Mostly the same here, at present, anyway. I can get all the seals,
elements etc and most bolt-on parts are standard - Sirai Pstats etc.
Chrome groups aren't made any longer, so I have 5 or 6 groups. Modern
pattern parts are rubbish for stuff like steam and water valves/wands
etc - they are poorly made and don't last.


--
Regards, Danny

http://www.gaggia-espresso.com (a purely hobby site)
(apparently bad grammar but I like it that way...)



     
Date: 02 May 2007 10:23:06
From: Jack Denver
Subject: Re: Quote from an owner of one of my 'pid' quick mill HX units
It's funny - we were just having this discussion on another group
(horology) - it turns out that mechanical clocks that were made 100 or even
200 years ago are of much better quality than those made in the last 20
years, which are basically junk that wears rapidly. Obviously we have the
metallurgy to do better than our ancestors but the manufacturers just don't
want to spend the money. They are not thinking in terms of centuries - they
figure if the clock lasts 20 years that's plenty good enough.

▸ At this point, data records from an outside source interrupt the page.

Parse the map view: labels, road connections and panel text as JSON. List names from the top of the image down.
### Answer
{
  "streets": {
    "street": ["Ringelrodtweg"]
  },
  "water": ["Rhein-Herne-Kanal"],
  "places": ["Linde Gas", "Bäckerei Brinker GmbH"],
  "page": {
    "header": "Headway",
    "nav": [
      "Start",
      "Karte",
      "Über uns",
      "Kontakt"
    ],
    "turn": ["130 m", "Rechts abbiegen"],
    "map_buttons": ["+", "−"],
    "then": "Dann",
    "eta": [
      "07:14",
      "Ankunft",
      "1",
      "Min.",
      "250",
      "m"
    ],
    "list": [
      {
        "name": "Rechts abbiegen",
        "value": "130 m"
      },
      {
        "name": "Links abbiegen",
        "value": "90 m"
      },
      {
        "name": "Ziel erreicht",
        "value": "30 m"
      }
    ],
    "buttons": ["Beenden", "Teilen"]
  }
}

I just opened a toaster oven that stopped working and saw that one of
the thermostat contacts had arced thru and burned away. In some former age I
would have been able to replace the thermostat or even just the contact but
this appliance was designed to be disposable - it was all put together with
welds and rivets (probably by automated equipment) instead of screws and is
basically unrepairable. Very often in the life cycle of a product (I'm
thinking of Popperies for one) you'll see the first generation is built
solidly and then in later generations, even if they leave the "skin" the
same, the manufacturers do "value engineering" - they figure out ways to
take cost out of the product - the casting is replaced with sheet metal, a
powerful motor is replaced with a less powerful motor, they get rid of the
power switch, screws become rivets, etc. They squeeze every nickel they
can out of the product because they want to keep the price of the product
the same as inflation increases, because they want to increase their
profits, because Walmart is pressing them to reduce the price, etc. I also
own a very early VCR that weighs around 50 lbs. and must have cost $500 in
1978 $'s - each section of the VCR (tuner, audio, video , motor drive,
etc.) has its own big circuit board.

Now the flip side of this is a lot of stuff today is more affordable than
even before, especially in post-inflation terms . A lot of stuff also works
better, especially (mostly) stuff that benefits from advances in
electronics. But this cheapness has been achieved at the expense of quality
and repairability.

However, you do have to balance the loss of quality with the advantages of
modern technology. Old cars are solidly built but I wouldn't want to go
back to messing with carbs and points. Back in the day, 1/2 the time your
car would not start in the winter and you'd be out there drying off the plug
wires and spritzing ether in the carb - in some areas the technology has
really made a big difference that more than makes up for the loss of
quality. Modern laser printers (themselves much more cheaply built but
cheaper to buy than early laser printers) are a joy compared to the old
daisy wheels that wheezed along at 1 page per minute, etc.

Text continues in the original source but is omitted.